* _ACTIVITY_:
Report each line from the listing that the string "lines" appears in.

RECORD EXTRACTS Start Marker

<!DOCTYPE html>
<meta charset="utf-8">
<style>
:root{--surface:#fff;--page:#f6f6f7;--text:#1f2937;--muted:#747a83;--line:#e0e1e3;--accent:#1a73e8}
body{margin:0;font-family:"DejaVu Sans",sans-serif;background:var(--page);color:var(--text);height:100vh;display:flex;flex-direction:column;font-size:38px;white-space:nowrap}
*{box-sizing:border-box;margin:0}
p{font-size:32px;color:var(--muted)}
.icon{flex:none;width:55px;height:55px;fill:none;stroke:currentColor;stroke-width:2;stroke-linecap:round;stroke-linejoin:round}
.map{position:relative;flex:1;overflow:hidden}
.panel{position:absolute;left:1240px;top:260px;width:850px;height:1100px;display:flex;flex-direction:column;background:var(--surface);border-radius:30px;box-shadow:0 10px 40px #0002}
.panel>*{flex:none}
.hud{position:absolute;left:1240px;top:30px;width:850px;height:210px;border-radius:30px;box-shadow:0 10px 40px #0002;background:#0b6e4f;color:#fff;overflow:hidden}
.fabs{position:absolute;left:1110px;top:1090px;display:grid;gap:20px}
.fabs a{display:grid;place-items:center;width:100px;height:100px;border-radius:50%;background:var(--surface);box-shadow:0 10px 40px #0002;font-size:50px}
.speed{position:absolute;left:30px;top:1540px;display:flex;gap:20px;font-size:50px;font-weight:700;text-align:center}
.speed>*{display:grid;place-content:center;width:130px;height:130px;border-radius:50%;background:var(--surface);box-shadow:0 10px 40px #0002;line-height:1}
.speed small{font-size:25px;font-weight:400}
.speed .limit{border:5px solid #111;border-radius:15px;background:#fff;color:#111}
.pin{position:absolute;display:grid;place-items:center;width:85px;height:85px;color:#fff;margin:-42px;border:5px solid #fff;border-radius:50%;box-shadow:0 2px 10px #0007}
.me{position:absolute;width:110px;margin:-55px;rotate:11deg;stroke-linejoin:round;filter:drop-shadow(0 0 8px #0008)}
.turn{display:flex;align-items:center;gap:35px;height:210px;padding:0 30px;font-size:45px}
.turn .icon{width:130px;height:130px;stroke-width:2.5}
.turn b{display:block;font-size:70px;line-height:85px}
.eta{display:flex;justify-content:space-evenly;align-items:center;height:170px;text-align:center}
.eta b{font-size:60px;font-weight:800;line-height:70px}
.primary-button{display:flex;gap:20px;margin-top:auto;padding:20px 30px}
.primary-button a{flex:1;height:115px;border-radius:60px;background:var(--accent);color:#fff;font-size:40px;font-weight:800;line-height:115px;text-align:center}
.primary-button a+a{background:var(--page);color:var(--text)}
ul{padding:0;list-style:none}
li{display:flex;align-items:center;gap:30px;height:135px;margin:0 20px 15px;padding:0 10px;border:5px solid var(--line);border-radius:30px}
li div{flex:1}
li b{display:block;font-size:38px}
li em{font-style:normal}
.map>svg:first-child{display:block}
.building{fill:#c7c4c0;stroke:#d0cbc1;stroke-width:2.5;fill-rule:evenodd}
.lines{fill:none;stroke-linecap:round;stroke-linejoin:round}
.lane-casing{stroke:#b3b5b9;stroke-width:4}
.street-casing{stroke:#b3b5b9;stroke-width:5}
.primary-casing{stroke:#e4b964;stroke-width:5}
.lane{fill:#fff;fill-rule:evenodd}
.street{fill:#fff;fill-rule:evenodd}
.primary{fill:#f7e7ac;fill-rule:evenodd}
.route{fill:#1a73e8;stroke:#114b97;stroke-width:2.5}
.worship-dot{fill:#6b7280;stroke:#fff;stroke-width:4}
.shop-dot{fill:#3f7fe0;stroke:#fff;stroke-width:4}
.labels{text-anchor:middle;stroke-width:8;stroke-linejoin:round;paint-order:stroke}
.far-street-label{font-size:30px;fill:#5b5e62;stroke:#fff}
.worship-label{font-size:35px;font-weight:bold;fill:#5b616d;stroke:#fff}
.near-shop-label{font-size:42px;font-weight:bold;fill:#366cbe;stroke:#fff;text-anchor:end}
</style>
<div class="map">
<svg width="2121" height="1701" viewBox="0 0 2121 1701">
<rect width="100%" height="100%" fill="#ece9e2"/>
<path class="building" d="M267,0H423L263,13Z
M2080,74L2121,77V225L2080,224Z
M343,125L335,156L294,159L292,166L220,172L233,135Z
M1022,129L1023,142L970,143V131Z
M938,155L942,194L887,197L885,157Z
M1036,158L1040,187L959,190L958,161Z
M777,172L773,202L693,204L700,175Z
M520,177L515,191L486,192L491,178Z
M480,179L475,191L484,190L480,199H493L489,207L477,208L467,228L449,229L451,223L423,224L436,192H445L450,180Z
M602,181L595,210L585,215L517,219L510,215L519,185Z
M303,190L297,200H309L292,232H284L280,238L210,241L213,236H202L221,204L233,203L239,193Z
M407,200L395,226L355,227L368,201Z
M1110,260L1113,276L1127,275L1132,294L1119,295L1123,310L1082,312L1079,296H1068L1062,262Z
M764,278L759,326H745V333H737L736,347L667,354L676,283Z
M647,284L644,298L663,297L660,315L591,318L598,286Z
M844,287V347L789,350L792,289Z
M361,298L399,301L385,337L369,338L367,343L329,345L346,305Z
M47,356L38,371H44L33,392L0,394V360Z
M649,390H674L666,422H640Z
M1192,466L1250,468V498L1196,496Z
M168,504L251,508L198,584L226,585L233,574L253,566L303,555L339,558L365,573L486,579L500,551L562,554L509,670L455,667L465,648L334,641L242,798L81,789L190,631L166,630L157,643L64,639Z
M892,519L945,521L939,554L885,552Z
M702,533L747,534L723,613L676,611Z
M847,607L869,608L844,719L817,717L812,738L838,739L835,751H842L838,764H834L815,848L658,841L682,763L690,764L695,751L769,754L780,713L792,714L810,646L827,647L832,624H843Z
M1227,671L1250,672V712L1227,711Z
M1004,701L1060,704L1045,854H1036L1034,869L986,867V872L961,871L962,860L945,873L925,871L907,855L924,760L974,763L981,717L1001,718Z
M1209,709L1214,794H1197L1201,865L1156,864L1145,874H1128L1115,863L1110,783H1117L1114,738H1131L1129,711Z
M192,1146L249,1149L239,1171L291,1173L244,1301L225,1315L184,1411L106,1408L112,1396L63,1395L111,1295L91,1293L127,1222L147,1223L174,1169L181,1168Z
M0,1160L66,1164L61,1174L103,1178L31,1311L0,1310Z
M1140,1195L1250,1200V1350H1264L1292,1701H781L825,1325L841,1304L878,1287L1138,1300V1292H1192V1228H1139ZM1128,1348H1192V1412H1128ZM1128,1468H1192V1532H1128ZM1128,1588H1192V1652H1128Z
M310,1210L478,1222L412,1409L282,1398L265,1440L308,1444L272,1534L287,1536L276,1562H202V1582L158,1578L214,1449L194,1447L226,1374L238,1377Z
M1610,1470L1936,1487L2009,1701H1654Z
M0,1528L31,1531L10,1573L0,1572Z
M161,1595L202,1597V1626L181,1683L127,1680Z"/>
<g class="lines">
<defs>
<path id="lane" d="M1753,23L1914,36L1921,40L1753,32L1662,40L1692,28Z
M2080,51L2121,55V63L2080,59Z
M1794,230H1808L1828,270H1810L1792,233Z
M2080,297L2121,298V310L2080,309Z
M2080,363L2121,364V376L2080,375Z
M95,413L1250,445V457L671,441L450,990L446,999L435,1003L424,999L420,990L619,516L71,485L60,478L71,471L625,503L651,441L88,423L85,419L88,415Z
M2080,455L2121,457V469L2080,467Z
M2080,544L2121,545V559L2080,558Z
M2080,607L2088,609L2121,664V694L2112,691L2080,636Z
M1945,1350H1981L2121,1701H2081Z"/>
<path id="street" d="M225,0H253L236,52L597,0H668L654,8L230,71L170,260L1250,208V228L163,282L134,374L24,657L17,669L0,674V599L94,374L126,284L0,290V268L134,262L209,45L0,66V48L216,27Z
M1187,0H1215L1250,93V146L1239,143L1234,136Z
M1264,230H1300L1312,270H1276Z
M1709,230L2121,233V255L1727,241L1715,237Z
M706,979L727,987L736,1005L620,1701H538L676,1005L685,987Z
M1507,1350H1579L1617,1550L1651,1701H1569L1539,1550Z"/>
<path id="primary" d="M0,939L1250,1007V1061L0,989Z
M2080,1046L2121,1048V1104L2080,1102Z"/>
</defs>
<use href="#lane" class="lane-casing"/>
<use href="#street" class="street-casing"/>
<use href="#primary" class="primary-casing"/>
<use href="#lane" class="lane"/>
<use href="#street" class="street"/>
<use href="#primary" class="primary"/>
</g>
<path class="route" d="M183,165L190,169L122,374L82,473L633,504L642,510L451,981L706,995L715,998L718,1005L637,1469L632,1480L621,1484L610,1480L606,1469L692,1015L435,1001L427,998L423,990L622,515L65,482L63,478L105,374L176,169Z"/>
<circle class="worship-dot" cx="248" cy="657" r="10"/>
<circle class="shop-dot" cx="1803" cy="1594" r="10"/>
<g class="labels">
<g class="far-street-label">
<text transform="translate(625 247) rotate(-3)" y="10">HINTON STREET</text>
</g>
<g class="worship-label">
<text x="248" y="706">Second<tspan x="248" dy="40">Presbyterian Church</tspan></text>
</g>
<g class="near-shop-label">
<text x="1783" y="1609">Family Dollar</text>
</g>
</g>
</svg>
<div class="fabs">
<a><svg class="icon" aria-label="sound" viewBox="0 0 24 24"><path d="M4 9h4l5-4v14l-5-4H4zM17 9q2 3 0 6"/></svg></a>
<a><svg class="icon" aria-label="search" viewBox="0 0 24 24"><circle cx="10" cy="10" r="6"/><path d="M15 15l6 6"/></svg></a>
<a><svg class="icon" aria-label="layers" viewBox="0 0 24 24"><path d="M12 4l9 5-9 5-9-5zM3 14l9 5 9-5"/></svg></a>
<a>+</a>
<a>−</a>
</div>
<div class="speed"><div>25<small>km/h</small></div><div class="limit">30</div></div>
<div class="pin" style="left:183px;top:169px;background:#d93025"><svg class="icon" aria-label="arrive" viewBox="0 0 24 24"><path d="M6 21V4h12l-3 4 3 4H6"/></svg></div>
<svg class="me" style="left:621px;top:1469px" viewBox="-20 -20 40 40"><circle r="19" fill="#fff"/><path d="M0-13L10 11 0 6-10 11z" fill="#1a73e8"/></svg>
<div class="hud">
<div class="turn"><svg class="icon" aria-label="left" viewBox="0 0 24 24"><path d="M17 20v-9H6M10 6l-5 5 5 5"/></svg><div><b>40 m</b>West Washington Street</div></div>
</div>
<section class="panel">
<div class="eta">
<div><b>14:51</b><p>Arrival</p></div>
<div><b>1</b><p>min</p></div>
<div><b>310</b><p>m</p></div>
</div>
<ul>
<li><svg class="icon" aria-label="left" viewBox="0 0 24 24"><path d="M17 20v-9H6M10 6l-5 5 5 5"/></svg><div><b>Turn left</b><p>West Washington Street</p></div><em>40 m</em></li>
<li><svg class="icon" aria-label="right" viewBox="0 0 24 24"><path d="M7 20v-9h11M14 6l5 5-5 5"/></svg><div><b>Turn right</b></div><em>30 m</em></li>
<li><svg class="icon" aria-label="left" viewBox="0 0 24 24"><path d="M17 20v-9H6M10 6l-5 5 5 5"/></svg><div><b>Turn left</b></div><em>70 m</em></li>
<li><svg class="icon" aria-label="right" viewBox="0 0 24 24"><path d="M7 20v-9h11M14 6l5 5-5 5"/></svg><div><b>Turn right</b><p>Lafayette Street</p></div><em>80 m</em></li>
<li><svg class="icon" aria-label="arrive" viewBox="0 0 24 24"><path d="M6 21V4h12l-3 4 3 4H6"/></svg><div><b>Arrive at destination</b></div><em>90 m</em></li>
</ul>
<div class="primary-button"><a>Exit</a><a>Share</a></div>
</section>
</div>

RECORD EXTRACTS End Marker

* _WORKED SOLUTION_:
.lines{fill:none;stroke-linecap:round;stroke-linejoin:round}
<g class="lines">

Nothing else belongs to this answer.